### Your assignment
Restate the listing below word for word. No picture belongs in the result.
-- Source data follows --
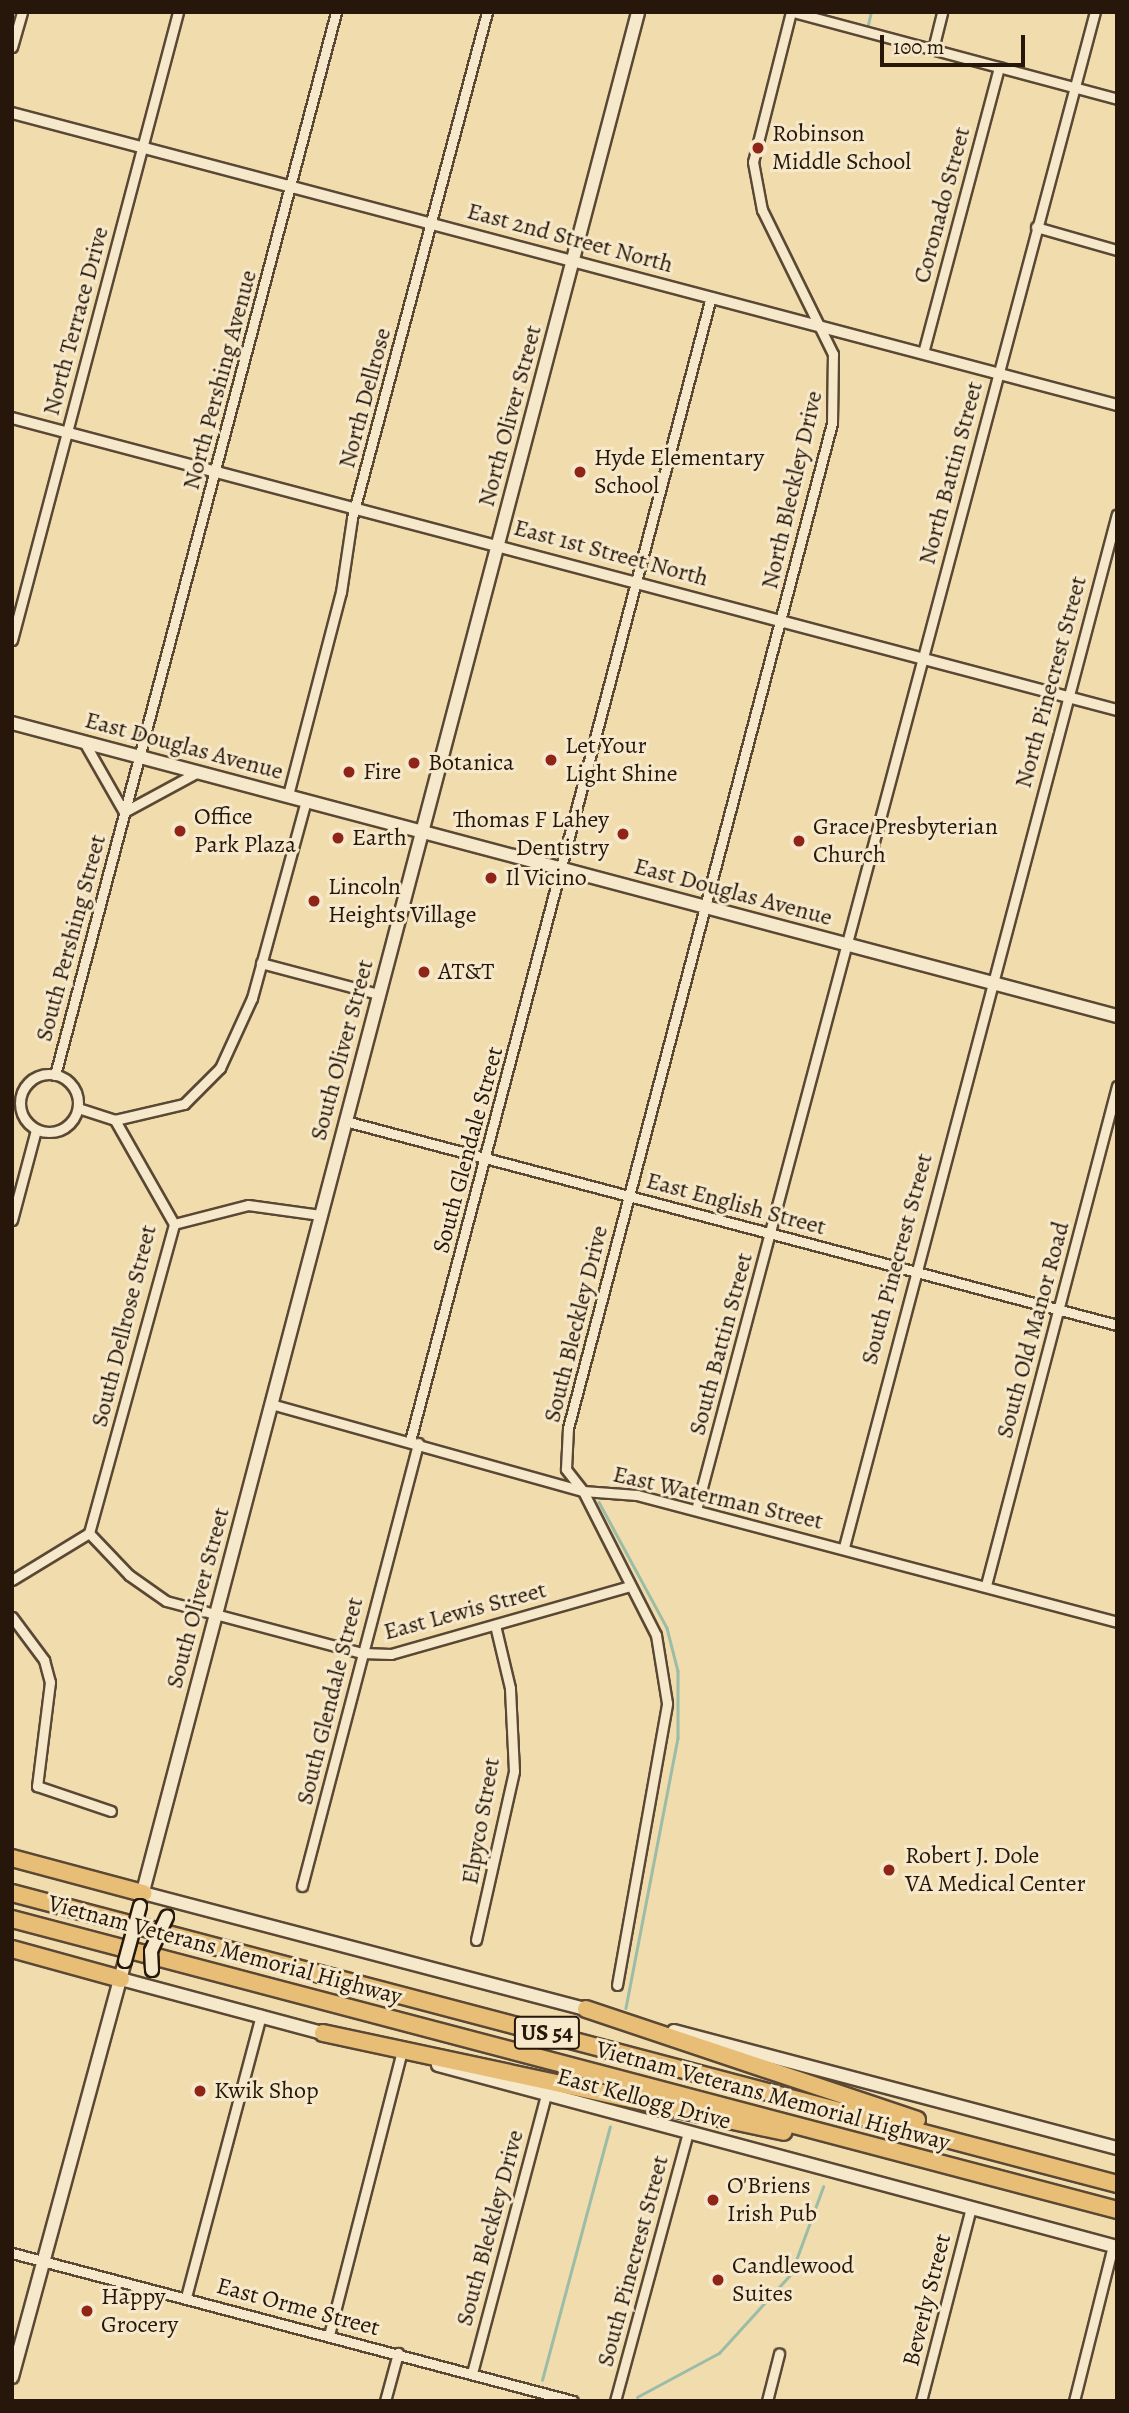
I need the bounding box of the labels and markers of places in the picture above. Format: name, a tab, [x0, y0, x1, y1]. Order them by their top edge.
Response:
place label: Robinson Middle School	[772, 120, 911, 176]
marker: Robinson Middle School	[750, 140, 766, 156]
place label: Hyde Elementary School	[594, 444, 764, 500]
marker: Hyde Elementary School	[572, 464, 588, 480]
place label: Let Your Light Shine	[565, 732, 677, 788]
place label: Botanica	[428, 749, 514, 777]
marker: Let Your Light Shine	[543, 752, 559, 768]
marker: Botanica	[406, 755, 422, 771]
place label: Fire	[363, 758, 401, 786]
marker: Fire	[341, 764, 357, 780]
place label: Office Park Plaza	[194, 803, 296, 859]
place label: Thomas F Lahey Dentistry	[453, 806, 609, 862]
place label: Grace Presbyterian Church	[813, 813, 998, 869]
marker: Office Park Plaza	[172, 823, 188, 839]
place label: Earth	[352, 824, 407, 852]
marker: Thomas F Lahey Dentistry	[615, 826, 631, 842]
marker: Earth	[330, 830, 346, 846]
marker: Grace Presbyterian Church	[791, 833, 807, 849]
place label: Il Vicino	[505, 864, 587, 892]
marker: Il Vicino	[483, 870, 499, 886]
place label: Lincoln Heights Village	[328, 873, 476, 929]
marker: Lincoln Heights Village	[306, 893, 322, 909]
place label: AT&T	[438, 958, 494, 986]
marker: AT&T	[416, 964, 432, 980]
place label: Robert J. Dole VA Medical Center	[905, 1842, 1086, 1898]
marker: Robert J. Dole VA Medical Center	[879, 1860, 899, 1880]
place label: Kwik Shop	[214, 2077, 319, 2105]
marker: Kwik Shop	[192, 2083, 208, 2099]
place label: O'Briens Irish Pub	[727, 2172, 817, 2228]
marker: O'Briens Irish Pub	[705, 2192, 721, 2208]
place label: Candlewood Suites	[732, 2252, 854, 2308]
marker: Candlewood Suites	[710, 2272, 726, 2288]
place label: Happy Grocery	[101, 2283, 178, 2339]
marker: Happy Grocery	[79, 2303, 95, 2319]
-- Source data concluded --
### Answer area
I need the bounding box of the labels and markers of places in the picture above. Format: name, a tab, [x0, y0, x1, y1]. Order them by their top edge.
Response:
place label: Robinson Middle School	[772, 120, 911, 176]
marker: Robinson Middle School	[750, 140, 766, 156]
place label: Hyde Elementary School	[594, 444, 764, 500]
marker: Hyde Elementary School	[572, 464, 588, 480]
place label: Let Your Light Shine	[565, 732, 677, 788]
place label: Botanica	[428, 749, 514, 777]
marker: Let Your Light Shine	[543, 752, 559, 768]
marker: Botanica	[406, 755, 422, 771]
place label: Fire	[363, 758, 401, 786]
marker: Fire	[341, 764, 357, 780]
place label: Office Park Plaza	[194, 803, 296, 859]
place label: Thomas F Lahey Dentistry	[453, 806, 609, 862]
place label: Grace Presbyterian Church	[813, 813, 998, 869]
marker: Office Park Plaza	[172, 823, 188, 839]
place label: Earth	[352, 824, 407, 852]
marker: Thomas F Lahey Dentistry	[615, 826, 631, 842]
marker: Earth	[330, 830, 346, 846]
marker: Grace Presbyterian Church	[791, 833, 807, 849]
place label: Il Vicino	[505, 864, 587, 892]
marker: Il Vicino	[483, 870, 499, 886]
place label: Lincoln Heights Village	[328, 873, 476, 929]
marker: Lincoln Heights Village	[306, 893, 322, 909]
place label: AT&T	[438, 958, 494, 986]
marker: AT&T	[416, 964, 432, 980]
place label: Robert J. Dole VA Medical Center	[905, 1842, 1086, 1898]
marker: Robert J. Dole VA Medical Center	[879, 1860, 899, 1880]
place label: Kwik Shop	[214, 2077, 319, 2105]
marker: Kwik Shop	[192, 2083, 208, 2099]
place label: O'Briens Irish Pub	[727, 2172, 817, 2228]
marker: O'Briens Irish Pub	[705, 2192, 721, 2208]
place label: Candlewood Suites	[732, 2252, 854, 2308]
marker: Candlewood Suites	[710, 2272, 726, 2288]
place label: Happy Grocery	[101, 2283, 178, 2339]
marker: Happy Grocery	[79, 2303, 95, 2319]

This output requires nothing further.